Road Trip
I just returned from a week-long road trip visiting friends in Toronto and Chicago, Liam and Marley. I wanted to go on this trip to see people who mean a lot to me and who both feel far but close still. I really enjoyed seeing both of their lives. They lead such different lives. I was really moved by the love that Liam's friends had for each other. Maybe I just felt confident in Toronto because Liam made me feel welcomed or maybe its because of how these people are or maybe its because I got to escape familiarity, regardless of the why it was very heartwarming and lovely. In Chicago, things felt much more familiar. Saw a lot of people that I had known in Philly, had a conversation with an academic communist and a friend of my ex. Nevertheless, everyone there felt like they chose to be there, they were with one another because that's who they had. In Philly there is this ever-moving social paradigm that can be suffocating. I have very few people in Philly where my relationship with them feels cut and dry; everyone is trying to navigate their place within fluctuating tribes and relationships can change on a dime.
My life in Boston is small. My circle here is like a warm safety blanket that never wants to let me go. I'm really scared about going back to Philly. I tell myself that I'm ready for the stresses of life again, to love and to grow and whatnot, but I feel like a babe in the woods when I'm there, so easily pushed to a place of loneliness and agoraphobia. I think this road trip was a way for me to dip my toe back into the mindset that being in Philly ushers in, one of ambiguity and thoughts. There is an allure to the conditional love I feel in Philly though; the satisfaction I feel when I feel as though I have it is addicting. I feel like I've earned something, that there is something special about me that enriches these people's lives. Were not all just "there". I felt uncomfortable and out of my element on this road trip which was scary but I felt excited by the feeling of experiencing.

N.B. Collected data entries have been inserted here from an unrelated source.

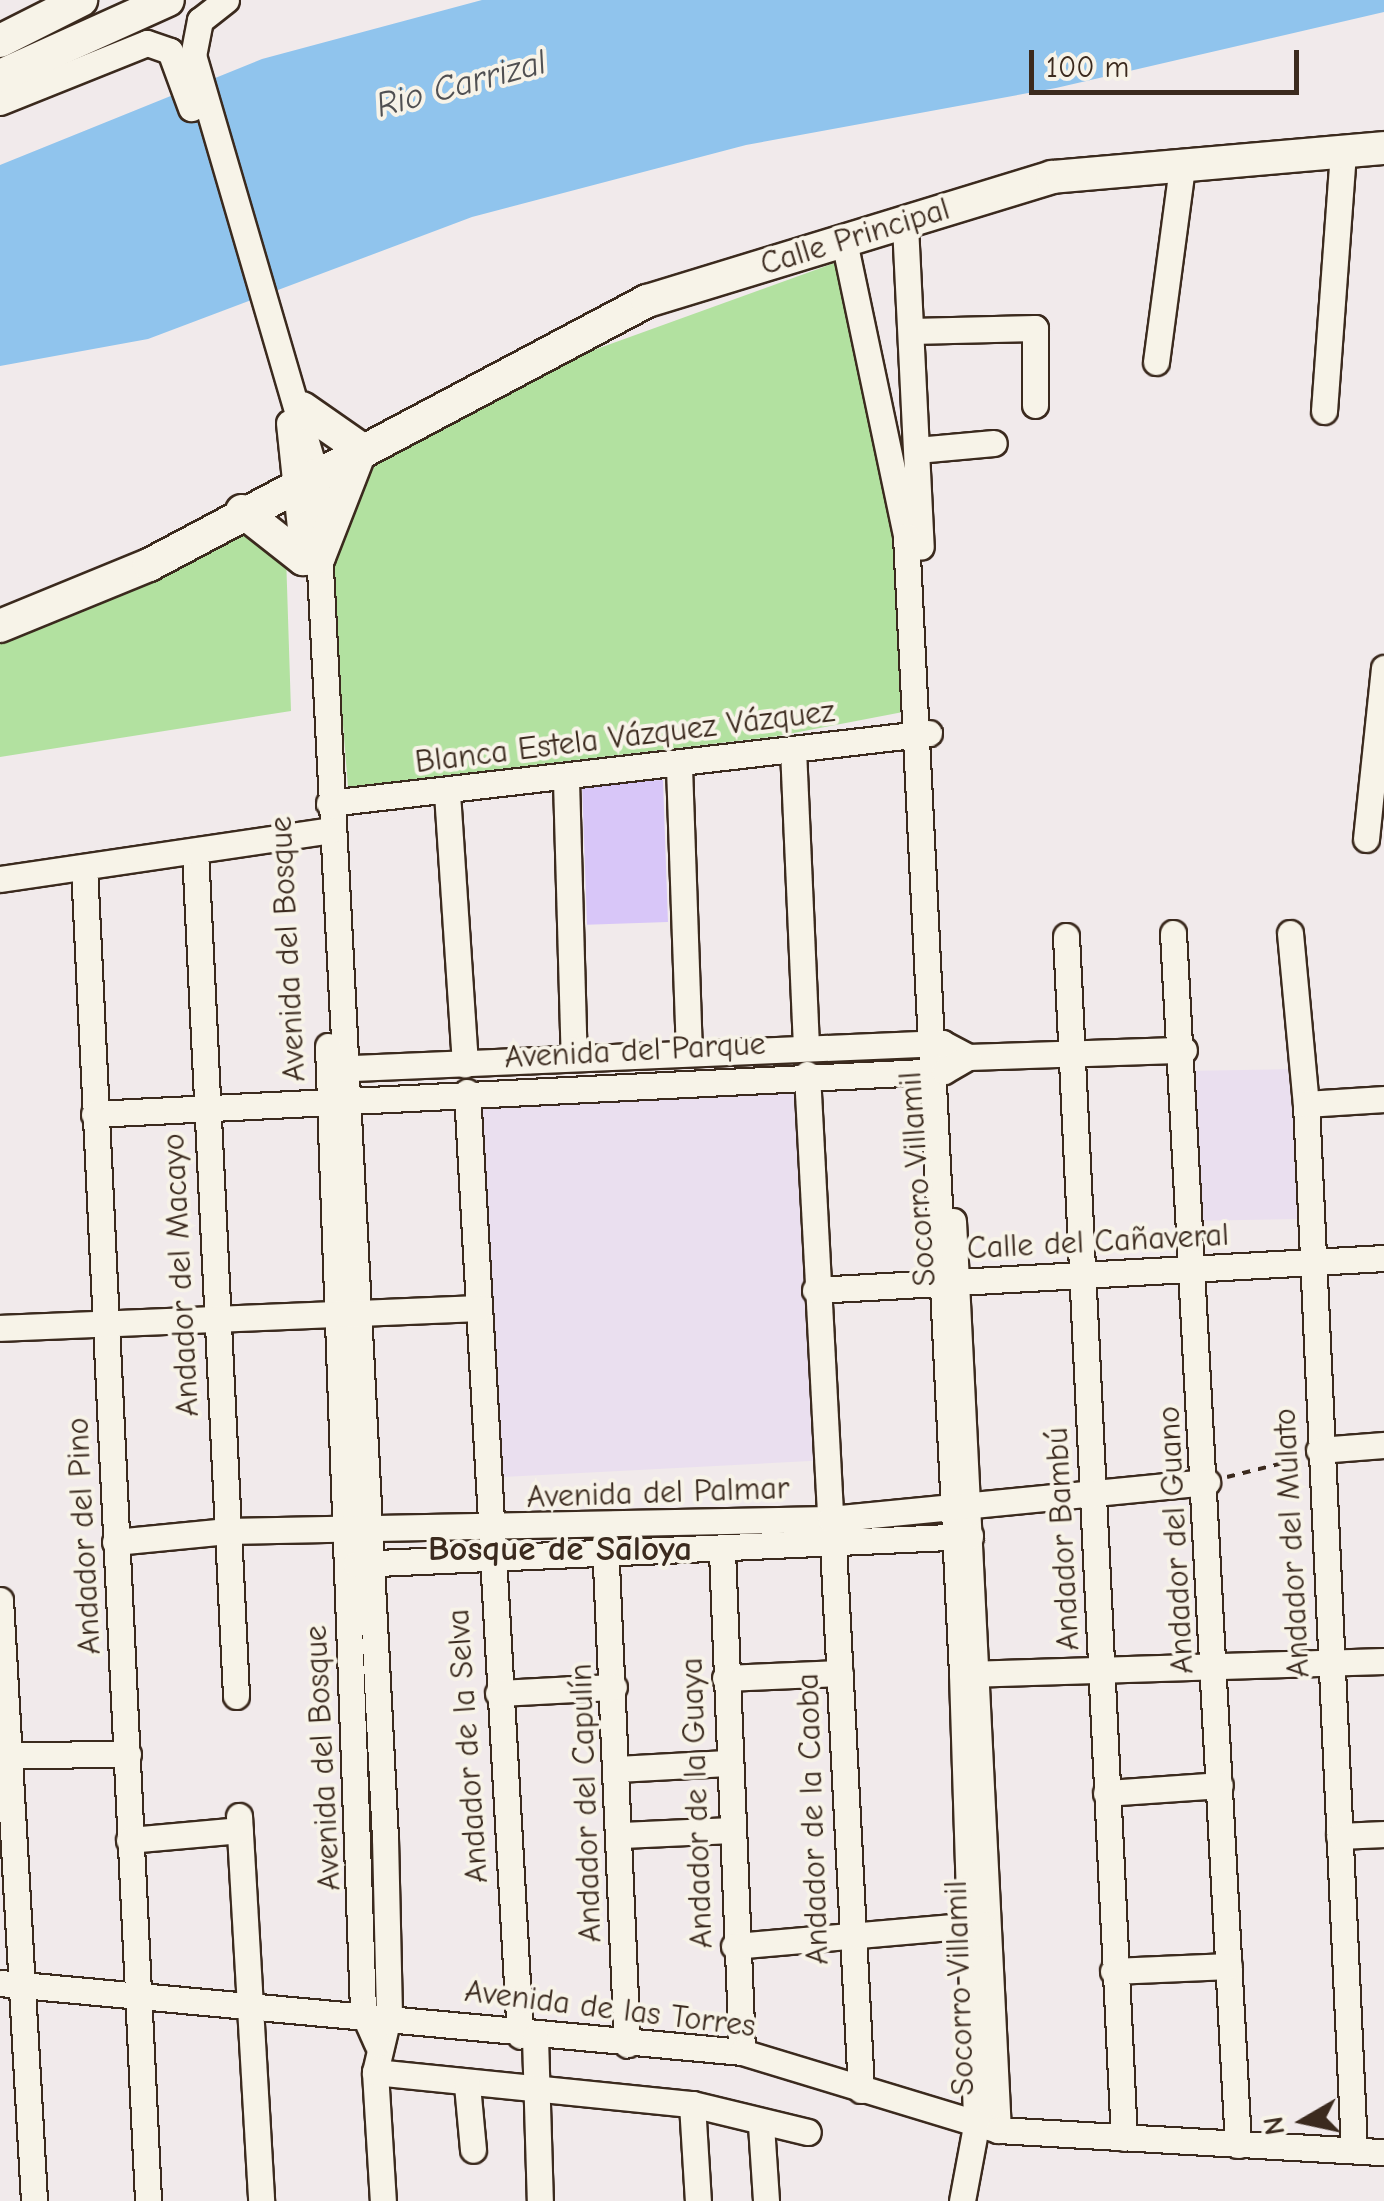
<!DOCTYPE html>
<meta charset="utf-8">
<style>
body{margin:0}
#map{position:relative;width:1384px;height:2201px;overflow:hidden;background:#f1eaeb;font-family:"Comic Neue",sans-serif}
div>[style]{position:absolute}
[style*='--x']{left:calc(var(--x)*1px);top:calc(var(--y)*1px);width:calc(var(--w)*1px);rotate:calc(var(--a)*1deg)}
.built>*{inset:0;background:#eadfef;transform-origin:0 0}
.green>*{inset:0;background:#b2e1a0}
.water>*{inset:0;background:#90c4ed}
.building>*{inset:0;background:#d8c6f8;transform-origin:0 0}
.path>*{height:4px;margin-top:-2px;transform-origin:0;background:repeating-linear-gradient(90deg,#3b2a1e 0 8px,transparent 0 16px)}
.roads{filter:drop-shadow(2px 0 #3b2a1e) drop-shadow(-2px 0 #3b2a1e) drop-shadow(0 2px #3b2a1e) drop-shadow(0 -2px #3b2a1e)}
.minor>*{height:25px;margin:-12.5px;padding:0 12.5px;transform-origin:12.5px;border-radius:12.5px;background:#f7f3e8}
.major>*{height:32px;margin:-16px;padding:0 16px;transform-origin:16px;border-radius:16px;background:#f7f3e8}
span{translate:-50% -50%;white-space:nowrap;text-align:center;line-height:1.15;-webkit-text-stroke:8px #f7f3e8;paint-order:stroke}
.street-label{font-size:32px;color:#3b2a1e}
.water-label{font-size:35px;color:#505052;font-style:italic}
.neighbourhood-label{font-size:35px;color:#3b2a1e;font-weight:700}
.north{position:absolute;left:1254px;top:2071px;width:100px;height:100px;-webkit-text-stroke:8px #f7f3e8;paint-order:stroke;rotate:261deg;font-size:28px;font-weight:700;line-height:40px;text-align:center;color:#3b2a1e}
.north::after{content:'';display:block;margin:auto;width:35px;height:45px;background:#3b2a1e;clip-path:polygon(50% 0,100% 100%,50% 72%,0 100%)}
.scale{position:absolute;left:1029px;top:50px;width:270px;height:45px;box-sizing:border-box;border:5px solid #3b2a1e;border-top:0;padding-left:12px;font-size:30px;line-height:35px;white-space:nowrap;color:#3b2a1e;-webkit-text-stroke:8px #f7f3e8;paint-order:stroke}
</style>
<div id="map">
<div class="built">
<div style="left:1297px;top:1069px;width:150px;height:101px;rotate:89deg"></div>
<div style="left:800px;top:1087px;width:374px;height:320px;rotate:87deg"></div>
</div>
<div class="green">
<div style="clip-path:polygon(840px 261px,896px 546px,903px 712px,778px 736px,348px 787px,331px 575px,347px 494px,403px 439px,580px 355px)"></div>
<div style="clip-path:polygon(254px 530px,286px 555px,291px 711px,0 757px,0 632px,155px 582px)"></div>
</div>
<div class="water">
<div style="clip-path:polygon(482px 0,1384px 0,1384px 12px,1056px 88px,746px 145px,472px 217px,148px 339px,0 366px,0 165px,262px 59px)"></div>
</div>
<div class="building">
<div style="left:663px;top:780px;width:142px;height:81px;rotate:88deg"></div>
</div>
<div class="path">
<div style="--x:1227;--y:1477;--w:74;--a:-14"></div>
</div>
<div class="roads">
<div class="minor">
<div style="--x:226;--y:0;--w:33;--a:142"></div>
<div style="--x:200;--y:20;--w:36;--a:101"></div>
<div style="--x:193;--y:55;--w:434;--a:73.7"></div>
<div style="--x:315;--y:471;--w:1369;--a:87.07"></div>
<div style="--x:385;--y:1838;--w:175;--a:88.7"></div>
<div style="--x:389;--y:2013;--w:61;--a:103.3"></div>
<div style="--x:375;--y:2072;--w:129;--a:86.5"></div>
<div style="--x:0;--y:102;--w:158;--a:-21.9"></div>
<div style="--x:147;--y:43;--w:24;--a:19"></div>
<div style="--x:170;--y:51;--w:61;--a:69.8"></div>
<div style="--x:905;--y:225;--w:322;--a:87.2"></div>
<div style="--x:844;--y:241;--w:301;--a:78.1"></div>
<div style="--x:906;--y:536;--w:1139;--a:87.18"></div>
<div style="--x:962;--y:1674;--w:452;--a:88.2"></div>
<div style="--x:976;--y:2126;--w:76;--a:100.6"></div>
<div style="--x:911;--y:331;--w:124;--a:-1.4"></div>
<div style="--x:1035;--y:328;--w:77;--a:90"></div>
<div style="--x:1156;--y:362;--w:198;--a:-82.4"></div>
<div style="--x:1324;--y:411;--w:261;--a:-85.8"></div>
<div style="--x:289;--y:423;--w:125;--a:84"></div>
<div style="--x:917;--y:450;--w:77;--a:-5.2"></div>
<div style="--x:793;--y:749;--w:297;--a:87.5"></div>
<div style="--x:679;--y:767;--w:285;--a:88"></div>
<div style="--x:566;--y:780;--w:278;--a:88.4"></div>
<div style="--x:447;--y:793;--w:272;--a:86.2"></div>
<div style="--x:329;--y:803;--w:604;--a:-6.65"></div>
<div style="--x:1366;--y:839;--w:172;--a:-84"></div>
<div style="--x:195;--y:851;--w:846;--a:87.22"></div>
<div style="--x:84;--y:867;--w:1336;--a:87.25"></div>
<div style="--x:0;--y:879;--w:334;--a:-8.4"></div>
<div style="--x:1173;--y:933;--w:1214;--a:86.93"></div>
<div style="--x:1290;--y:933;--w:172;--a:84.7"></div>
<div style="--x:1306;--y:1104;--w:1047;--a:87.37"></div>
<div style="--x:1066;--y:936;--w:1203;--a:87.24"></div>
<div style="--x:328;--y:1046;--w:967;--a:87.92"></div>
<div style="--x:363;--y:2012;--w:35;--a:66"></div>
<div style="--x:330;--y:1069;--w:613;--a:-2.43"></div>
<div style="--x:942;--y:1043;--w:30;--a:28"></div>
<div style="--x:968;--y:1057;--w:216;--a:-1.9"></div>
<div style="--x:807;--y:1074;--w:446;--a:87"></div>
<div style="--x:467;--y:1092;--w:945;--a:86.79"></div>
<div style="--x:1306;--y:1104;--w:78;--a:-3.7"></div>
<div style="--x:94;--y:1114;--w:851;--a:-2.9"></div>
<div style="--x:944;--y:1071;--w:28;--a:-30"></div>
<div style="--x:953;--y:1221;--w:910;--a:87.17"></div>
<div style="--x:815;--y:1290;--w:570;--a:-3.22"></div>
<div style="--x:0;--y:1328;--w:479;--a:-2.4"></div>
<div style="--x:1319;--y:1450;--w:65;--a:-4.4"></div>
<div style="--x:605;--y:1541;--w:504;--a:87.5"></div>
<div style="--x:115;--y:1542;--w:113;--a:-5.6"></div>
<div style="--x:227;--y:1531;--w:603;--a:-1.14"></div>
<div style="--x:830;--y:1519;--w:379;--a:-5.6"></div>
<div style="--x:833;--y:1545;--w:546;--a:87.06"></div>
<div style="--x:722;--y:1551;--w:501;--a:87.71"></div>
<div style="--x:356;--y:1564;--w:615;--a:-2.61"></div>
<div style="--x:0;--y:1600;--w:602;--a:86.76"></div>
<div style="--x:967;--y:1674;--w:417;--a:-1.8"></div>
<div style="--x:725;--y:1678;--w:115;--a:-2.5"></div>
<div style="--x:498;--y:1693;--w:116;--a:-3"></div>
<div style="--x:0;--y:1755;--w:128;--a:-0.4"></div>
<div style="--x:617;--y:1769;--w:110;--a:-3.1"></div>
<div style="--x:1106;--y:1793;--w:114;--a:-4"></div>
<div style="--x:239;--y:1816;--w:386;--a:86.7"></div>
<div style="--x:622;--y:1835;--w:110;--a:-2.6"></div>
<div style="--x:1339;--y:1836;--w:45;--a:-2.5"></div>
<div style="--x:129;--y:1840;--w:111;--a:-5.1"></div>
<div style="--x:734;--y:1946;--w:250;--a:-5"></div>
<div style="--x:1113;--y:1971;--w:116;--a:-2.5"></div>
<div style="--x:0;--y:1983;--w:745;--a:5.31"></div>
<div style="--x:742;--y:2052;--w:268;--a:16.9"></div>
<div style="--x:998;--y:2130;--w:387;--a:3.3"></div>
<div style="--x:535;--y:2037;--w:164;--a:88.3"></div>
<div style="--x:375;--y:2072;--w:319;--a:5.8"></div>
<div style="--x:692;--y:2104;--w:119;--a:13.6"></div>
<div style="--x:467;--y:2085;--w:65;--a:84.7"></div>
<div style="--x:692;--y:2104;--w:97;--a:86.5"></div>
<div style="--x:761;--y:2125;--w:76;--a:86.2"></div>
</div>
<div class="major">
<div style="--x:0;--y:41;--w:91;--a:-26.8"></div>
<div style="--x:0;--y:76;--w:184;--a:-24.3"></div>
<div style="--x:302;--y:408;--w:72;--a:34.8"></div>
<div style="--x:242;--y:511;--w:78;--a:38.2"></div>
<div style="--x:303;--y:559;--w:16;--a:-7"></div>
<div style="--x:319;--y:557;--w:116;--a:-68.7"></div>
<div style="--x:0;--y:626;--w:161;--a:-22.3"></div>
<div style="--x:149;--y:565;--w:564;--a:-27.93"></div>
<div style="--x:647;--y:301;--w:424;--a:-17"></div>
<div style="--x:1052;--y:177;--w:333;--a:-5"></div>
</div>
</div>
<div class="street-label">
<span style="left:855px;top:237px;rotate:-17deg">Calle Principal</span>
<span style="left:625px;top:737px;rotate:-7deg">Blanca Estela Vázquez Vázquez</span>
<span style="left:288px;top:949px;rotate:-93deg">Avenida del Bosque</span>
<span style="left:635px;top:1051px;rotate:-3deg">Avenida del Parque</span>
<span style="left:918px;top:1179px;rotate:-94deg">Socorro Villamil</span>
<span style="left:1098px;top:1242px;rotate:-3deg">Calle del Cañaveral</span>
<span style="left:181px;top:1275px;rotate:-93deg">Andador del Macayo</span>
<span style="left:658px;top:1493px;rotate:-2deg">Avenida del Palmar</span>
<span style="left:84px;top:1536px;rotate:-93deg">Andador del Pino</span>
<span style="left:1063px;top:1539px;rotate:-93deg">Andador Bambú</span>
<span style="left:1176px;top:1540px;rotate:-93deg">Andador del Guano</span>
<span style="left:1292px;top:1543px;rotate:-93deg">Andador del Mulato</span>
<span style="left:468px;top:1746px;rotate:-94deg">Andador de la Selva</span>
<span style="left:323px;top:1758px;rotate:-93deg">Avenida del Bosque</span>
<span style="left:586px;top:1803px;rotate:-92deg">Andador del Capulín</span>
<span style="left:697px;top:1803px;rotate:-92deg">Andador de la Guaya</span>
<span style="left:813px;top:1819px;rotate:-92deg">Andador de la Caoba</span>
<span style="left:960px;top:1988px;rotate:-92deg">Socorro Villamil</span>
<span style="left:610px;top:2009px;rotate:7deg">Avenida de las Torres</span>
</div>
<div class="water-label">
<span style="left:461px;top:84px;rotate:-15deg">Rio Carrizal</span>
</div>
<div class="neighbourhood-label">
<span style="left:560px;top:1549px">Bosque de Saloya</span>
</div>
<div class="north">N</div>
<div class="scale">100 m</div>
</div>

I was worried about being alone with my thoughts for that long on the road trip, I was worried about the places I hadn't seen being on fire. I was resistant to driving through Indiana and Ohio because I wanted to live in my ignorant state of being where I had this distant, removed perception of these places. I felt like I couldn't handle seeing them for what they are. They were beautiful. I was driving east on I-90 during golden hour, the sun behind me, passing through soft green grasslands along Lake Erie. They weren't some post-industrial wastelands like I had imagined in my head.